Image d'archive de l'accident qui a coûté la vie à deux enfants en 1999 dans le Bas-Rhin © TF1/LCICatherine Kohtz, qui circulait le 17 juin 1999 dans une rue en pente du centre de Wasselonne (Bas-Rhin), avait perdu le contrôle de sa Volvo 850 TDI break automatique et avait fauché trois enfants âgés d'une dizaine d'années sur un trottoir. Deux d'entre eux étaient morts, le troisième avait été grièvement blessé. En première instance, Volvo Car, aujourd'hui filiale de Ford, avait été condamné à 200.000 euros d'amende. "En fournissant un véhicule dont le système d'assistance au freinage pouvait présenter une défectuosité inopinée et en s'abstenant d'informer les conducteurs d'une défaillance possible, même si elle était exceptionnelle, la société Volvo Car Corporation a commis une faute de négligence qui est une des causes de l'accident et de ses conséquences tragiques", avait à l'époque estimé le tribunal.
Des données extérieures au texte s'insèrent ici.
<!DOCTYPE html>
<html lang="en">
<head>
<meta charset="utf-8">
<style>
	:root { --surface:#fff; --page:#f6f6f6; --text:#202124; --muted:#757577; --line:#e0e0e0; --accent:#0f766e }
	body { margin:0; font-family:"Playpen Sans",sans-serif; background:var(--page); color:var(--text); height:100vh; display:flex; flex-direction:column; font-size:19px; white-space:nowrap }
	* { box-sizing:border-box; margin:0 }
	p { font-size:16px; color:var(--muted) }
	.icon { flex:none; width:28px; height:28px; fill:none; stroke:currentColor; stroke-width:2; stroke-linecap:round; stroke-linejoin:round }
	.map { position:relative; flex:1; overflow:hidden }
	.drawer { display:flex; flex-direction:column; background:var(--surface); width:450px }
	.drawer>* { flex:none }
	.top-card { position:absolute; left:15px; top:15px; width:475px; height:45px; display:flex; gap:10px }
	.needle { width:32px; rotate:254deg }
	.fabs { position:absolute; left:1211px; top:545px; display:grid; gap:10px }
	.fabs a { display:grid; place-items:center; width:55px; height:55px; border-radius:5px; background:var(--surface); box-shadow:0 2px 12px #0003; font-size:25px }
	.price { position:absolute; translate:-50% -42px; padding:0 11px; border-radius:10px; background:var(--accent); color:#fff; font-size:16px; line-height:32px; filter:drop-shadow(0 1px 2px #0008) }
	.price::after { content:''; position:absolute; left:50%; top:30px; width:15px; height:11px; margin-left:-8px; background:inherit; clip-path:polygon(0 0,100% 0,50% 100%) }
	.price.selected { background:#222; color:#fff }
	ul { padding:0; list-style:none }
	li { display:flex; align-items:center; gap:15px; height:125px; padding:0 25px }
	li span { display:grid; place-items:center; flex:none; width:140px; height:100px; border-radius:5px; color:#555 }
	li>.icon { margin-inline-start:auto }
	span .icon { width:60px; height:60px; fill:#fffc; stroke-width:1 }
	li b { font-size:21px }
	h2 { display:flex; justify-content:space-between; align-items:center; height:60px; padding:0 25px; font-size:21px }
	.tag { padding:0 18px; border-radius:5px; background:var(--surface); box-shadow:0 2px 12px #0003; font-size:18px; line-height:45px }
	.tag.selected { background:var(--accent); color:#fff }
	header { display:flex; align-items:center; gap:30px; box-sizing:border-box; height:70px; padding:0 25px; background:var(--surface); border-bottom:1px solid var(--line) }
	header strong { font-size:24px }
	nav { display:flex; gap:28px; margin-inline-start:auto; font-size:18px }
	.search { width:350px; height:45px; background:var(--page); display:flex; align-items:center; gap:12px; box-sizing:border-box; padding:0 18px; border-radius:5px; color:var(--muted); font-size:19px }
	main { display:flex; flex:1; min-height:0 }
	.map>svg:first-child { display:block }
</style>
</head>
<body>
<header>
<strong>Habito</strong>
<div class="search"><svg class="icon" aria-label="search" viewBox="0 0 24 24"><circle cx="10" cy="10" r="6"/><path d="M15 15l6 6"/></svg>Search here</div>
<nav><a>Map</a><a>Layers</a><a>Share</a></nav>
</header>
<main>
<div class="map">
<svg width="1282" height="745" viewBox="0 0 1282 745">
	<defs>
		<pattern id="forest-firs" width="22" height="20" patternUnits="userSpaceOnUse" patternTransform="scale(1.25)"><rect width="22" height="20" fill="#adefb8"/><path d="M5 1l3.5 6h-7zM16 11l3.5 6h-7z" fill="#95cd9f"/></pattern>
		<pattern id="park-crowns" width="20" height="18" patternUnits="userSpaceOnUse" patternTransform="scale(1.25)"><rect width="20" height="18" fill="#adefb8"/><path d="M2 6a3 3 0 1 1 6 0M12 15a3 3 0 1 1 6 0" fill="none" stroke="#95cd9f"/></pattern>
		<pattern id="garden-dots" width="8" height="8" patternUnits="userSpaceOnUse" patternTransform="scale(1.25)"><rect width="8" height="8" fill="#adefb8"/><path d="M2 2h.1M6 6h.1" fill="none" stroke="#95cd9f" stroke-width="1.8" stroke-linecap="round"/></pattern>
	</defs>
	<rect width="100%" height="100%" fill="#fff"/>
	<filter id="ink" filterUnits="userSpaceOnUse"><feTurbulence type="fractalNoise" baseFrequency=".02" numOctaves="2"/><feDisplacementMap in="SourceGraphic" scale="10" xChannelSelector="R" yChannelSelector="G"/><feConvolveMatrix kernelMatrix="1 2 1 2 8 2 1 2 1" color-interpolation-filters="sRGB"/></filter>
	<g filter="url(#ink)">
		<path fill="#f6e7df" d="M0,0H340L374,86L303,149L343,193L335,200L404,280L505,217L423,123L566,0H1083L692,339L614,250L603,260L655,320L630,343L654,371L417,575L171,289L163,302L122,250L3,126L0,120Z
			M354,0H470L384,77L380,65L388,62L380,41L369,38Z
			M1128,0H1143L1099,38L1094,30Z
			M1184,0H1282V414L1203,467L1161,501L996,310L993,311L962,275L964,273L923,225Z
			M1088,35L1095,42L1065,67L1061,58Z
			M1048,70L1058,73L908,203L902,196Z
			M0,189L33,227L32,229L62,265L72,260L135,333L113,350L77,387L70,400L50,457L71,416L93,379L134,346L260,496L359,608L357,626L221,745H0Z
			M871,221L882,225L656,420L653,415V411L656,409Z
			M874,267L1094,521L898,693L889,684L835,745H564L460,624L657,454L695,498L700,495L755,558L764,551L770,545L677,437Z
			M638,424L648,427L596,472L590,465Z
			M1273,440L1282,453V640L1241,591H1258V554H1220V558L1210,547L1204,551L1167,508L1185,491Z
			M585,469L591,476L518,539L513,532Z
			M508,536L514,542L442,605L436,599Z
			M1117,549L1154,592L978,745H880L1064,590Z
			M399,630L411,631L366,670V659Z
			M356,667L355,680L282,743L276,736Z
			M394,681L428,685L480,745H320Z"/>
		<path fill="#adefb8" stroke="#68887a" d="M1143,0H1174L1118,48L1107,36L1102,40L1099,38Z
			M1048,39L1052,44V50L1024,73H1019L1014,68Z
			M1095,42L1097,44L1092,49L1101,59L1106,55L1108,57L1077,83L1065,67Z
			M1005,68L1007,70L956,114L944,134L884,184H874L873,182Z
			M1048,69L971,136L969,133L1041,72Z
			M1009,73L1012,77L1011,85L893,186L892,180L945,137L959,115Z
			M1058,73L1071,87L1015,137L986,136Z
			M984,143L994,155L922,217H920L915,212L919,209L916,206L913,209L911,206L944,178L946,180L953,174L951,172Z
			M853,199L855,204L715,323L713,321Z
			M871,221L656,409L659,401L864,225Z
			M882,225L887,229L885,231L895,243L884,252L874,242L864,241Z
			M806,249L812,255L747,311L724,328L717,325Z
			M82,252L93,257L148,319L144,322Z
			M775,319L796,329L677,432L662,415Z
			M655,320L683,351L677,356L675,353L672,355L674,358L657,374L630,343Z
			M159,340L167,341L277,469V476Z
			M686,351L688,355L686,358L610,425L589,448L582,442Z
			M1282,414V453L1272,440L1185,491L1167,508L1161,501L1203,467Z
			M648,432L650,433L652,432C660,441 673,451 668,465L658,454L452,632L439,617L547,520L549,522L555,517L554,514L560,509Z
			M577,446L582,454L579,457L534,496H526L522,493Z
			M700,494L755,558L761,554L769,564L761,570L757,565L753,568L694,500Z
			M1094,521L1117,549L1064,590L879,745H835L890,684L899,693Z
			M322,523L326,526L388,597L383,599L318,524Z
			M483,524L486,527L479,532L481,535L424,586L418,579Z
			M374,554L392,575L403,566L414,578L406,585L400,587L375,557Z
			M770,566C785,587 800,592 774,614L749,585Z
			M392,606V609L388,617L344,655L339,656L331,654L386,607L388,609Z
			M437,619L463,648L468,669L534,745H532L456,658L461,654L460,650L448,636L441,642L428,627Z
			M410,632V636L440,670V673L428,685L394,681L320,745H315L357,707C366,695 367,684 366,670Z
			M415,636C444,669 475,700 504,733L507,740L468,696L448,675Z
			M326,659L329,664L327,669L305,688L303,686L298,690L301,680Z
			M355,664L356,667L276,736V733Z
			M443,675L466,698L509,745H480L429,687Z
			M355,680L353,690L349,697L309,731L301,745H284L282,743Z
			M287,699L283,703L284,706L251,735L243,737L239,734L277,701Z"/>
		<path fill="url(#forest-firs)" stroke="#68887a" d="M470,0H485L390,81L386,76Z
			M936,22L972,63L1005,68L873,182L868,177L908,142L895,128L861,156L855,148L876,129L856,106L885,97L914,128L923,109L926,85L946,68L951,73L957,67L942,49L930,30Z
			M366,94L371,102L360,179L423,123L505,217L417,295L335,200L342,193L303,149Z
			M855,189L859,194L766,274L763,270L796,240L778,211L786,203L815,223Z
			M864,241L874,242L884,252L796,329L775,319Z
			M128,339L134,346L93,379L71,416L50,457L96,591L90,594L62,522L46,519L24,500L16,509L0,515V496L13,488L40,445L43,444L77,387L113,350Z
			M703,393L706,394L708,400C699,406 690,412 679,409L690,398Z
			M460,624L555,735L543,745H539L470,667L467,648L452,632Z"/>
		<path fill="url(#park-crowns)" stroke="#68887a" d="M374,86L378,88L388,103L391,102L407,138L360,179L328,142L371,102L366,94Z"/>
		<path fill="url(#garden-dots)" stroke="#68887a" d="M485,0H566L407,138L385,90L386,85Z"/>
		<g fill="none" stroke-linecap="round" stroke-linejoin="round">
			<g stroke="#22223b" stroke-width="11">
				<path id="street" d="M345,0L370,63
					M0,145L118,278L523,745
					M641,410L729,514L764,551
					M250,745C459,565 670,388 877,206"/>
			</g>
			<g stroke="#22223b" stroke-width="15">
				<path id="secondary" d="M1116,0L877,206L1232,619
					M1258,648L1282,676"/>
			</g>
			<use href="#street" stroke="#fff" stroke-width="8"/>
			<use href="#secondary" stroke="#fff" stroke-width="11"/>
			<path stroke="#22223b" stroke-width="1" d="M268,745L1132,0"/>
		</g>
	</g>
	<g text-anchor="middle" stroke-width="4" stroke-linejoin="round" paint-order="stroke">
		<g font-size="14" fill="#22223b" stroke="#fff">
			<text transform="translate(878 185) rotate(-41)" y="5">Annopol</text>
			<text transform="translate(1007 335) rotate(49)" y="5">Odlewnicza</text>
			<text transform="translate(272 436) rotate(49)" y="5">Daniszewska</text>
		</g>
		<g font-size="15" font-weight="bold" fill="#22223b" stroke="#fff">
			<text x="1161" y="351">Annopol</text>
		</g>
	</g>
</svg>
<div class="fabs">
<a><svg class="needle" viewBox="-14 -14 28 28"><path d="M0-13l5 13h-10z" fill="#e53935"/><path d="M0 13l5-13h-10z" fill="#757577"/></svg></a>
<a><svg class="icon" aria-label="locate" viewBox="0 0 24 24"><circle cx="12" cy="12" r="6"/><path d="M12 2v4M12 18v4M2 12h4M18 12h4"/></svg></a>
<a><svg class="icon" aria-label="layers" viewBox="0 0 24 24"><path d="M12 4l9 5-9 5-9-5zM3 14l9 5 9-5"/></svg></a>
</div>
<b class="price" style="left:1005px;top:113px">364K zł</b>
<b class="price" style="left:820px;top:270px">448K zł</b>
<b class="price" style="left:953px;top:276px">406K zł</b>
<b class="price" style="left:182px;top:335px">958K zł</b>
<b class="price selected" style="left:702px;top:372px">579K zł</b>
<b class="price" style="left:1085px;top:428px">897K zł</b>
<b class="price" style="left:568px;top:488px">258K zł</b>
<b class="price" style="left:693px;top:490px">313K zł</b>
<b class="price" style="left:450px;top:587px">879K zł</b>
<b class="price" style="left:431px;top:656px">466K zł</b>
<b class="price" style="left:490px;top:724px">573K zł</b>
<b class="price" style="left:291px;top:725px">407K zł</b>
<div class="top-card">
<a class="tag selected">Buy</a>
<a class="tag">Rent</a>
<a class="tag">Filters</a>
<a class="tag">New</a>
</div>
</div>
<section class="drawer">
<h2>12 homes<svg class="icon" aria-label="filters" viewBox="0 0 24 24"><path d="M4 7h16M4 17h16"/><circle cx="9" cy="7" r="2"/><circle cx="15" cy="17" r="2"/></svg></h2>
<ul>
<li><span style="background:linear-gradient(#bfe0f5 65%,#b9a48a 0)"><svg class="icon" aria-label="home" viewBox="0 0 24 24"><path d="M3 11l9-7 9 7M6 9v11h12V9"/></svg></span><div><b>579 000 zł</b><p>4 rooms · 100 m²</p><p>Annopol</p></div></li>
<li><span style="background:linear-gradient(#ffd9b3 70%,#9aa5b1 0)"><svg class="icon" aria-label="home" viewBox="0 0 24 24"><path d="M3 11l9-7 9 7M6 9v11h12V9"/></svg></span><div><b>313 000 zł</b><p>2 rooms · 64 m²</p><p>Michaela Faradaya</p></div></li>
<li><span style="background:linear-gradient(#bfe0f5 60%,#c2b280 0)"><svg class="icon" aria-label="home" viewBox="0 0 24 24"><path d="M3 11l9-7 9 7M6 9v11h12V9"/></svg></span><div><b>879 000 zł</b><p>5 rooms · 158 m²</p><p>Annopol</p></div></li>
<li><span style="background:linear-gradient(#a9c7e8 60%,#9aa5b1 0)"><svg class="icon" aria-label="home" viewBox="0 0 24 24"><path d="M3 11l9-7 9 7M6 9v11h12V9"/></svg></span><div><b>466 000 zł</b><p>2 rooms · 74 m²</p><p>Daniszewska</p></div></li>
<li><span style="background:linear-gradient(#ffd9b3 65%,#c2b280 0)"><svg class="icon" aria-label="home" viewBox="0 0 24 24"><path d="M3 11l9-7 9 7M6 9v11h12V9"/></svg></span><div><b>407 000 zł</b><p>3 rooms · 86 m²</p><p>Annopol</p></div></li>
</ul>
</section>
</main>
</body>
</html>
La conductrice, Catherine Kohtz, avait également été condamnée à six mois de prison avec sursis, un an de suspension du permis de conduire et 300 euros d'amende pour sa coresponsabilité dans l'accident tandis qu'un concessionnaire automobile bénéficiait d'une relaxe. Lors de la première journée du procès en appel, le ministère public a requis la confirmation des peines prononcées en première instance. "Le principal responsable de l'accident est le constructeur Volvo. Il a conçu et commercialisé des véhicules dont le système de freinage était défaillant", a estimé l'avocate générale. La magistrate n'a en revanche requis aucune peine contre le concessionnaire alsacien, relaxé en première instance, qui avait commercialisé et assuré l'entretien du véhicule, jugeant que les charges contre lui étaient "insuffisantes".
Deux morts et un blessé
En première instance, Catherine Kohtz, une enseignante âgée à l'époque de 49 ans, avait affirmé que ses freins étaient devenus subitement très durs au point de lui interdire tout freinage. Un expert judiciaire avait mis en cause un défaut d'étanchéité du système d'assistance au freinage des Volvo 850 TDI, un problème connu de Volvo qui avait demandé à ses concessionnaires d'y remédier lors des révisions périodiques sans toutefois procéder à un rappel général.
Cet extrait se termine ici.